Task details:
Work through the data below and state how many lines contain "What", giving that number alone.

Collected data

* * * *

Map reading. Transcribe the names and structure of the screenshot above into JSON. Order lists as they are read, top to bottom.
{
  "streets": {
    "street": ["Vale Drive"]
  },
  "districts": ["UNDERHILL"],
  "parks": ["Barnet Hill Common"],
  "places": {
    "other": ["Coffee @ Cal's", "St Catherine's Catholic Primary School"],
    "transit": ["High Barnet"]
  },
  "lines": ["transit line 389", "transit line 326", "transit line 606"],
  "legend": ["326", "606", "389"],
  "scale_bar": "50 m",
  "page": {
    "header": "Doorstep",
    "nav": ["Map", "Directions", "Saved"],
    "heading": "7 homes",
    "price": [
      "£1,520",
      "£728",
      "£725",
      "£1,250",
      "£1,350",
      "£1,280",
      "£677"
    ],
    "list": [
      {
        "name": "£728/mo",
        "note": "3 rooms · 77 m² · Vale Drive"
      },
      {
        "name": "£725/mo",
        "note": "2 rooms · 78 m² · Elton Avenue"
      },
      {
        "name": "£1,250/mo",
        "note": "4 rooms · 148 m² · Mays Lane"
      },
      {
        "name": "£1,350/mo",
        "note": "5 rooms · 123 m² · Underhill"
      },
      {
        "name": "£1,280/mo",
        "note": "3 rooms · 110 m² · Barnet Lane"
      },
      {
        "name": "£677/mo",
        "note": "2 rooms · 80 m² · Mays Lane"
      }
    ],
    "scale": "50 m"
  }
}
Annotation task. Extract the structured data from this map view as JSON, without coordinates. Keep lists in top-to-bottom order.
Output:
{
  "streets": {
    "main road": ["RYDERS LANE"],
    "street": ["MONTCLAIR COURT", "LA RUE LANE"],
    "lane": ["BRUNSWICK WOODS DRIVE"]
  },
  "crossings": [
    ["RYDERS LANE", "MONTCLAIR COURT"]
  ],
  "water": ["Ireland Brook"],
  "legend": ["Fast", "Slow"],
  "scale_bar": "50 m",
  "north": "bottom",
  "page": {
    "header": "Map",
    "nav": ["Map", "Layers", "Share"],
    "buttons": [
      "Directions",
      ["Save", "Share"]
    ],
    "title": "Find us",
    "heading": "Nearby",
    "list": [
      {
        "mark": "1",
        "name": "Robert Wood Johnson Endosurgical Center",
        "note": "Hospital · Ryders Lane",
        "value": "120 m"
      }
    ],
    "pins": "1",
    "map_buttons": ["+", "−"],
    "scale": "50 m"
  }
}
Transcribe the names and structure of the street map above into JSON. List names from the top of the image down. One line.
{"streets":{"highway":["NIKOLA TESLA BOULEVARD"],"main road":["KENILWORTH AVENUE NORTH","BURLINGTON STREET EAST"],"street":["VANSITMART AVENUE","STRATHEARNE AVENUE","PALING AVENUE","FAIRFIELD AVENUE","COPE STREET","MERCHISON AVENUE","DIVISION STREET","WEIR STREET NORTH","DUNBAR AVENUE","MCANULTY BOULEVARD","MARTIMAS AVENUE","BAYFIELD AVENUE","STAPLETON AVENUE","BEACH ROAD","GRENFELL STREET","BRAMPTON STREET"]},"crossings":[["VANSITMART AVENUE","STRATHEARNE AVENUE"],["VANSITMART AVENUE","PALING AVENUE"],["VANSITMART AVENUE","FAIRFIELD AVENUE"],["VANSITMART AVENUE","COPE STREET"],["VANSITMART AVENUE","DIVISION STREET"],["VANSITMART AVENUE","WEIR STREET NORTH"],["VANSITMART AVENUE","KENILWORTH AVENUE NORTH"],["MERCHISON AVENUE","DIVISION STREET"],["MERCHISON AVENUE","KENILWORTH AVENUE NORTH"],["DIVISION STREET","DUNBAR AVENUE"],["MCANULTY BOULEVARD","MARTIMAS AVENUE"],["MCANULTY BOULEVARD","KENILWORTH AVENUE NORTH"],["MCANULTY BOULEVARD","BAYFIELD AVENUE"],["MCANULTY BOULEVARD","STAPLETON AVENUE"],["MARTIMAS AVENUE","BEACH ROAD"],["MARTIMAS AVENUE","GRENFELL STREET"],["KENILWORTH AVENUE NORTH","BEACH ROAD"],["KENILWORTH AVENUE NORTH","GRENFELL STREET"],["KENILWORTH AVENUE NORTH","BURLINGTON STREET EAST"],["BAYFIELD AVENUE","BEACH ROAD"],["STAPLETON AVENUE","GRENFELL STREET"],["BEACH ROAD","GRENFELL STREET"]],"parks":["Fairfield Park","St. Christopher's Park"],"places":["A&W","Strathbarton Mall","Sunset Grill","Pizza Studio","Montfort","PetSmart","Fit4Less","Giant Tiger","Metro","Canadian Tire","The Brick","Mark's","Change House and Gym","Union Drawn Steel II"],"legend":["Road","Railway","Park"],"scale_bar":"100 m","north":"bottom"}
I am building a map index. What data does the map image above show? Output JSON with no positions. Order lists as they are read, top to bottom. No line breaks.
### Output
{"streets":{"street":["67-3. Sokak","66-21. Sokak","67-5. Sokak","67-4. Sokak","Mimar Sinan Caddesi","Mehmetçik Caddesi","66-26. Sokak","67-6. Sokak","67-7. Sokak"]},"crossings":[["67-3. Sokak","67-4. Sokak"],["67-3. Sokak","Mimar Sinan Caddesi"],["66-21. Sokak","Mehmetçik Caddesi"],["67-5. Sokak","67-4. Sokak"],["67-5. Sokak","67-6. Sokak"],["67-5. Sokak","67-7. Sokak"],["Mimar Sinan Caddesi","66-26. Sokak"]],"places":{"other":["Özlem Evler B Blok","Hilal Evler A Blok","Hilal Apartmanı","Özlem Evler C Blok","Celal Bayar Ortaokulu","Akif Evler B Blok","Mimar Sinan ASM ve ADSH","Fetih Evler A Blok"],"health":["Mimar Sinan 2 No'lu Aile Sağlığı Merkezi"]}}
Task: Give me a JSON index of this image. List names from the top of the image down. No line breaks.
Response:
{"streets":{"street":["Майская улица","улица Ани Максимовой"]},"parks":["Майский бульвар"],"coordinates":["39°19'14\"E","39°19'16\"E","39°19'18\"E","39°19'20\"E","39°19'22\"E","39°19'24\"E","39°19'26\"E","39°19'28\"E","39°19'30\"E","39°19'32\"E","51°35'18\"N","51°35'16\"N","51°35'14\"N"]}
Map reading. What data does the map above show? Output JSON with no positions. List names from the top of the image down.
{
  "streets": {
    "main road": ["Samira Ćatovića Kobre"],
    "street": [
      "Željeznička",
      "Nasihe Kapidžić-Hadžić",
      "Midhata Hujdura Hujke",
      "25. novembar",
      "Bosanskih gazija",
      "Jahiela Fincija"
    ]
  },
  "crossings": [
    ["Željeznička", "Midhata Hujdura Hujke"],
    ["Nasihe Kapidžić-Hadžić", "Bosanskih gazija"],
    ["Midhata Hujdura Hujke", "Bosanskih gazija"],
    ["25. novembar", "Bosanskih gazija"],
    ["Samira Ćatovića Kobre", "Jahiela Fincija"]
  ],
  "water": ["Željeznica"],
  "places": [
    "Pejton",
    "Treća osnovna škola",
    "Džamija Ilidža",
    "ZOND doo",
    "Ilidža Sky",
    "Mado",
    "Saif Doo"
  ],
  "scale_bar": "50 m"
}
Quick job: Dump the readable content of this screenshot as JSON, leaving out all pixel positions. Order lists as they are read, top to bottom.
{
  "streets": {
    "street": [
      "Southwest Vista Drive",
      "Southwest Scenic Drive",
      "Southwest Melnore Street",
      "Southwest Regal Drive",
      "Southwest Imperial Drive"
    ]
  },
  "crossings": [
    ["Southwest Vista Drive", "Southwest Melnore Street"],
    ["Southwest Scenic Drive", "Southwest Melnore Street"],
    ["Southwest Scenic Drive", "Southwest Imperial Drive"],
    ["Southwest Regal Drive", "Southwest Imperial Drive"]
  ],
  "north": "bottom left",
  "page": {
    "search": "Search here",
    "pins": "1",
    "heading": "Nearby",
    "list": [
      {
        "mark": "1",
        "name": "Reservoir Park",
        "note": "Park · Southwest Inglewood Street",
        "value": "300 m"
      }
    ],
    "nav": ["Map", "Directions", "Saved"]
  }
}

* * * *

Exercise result:
2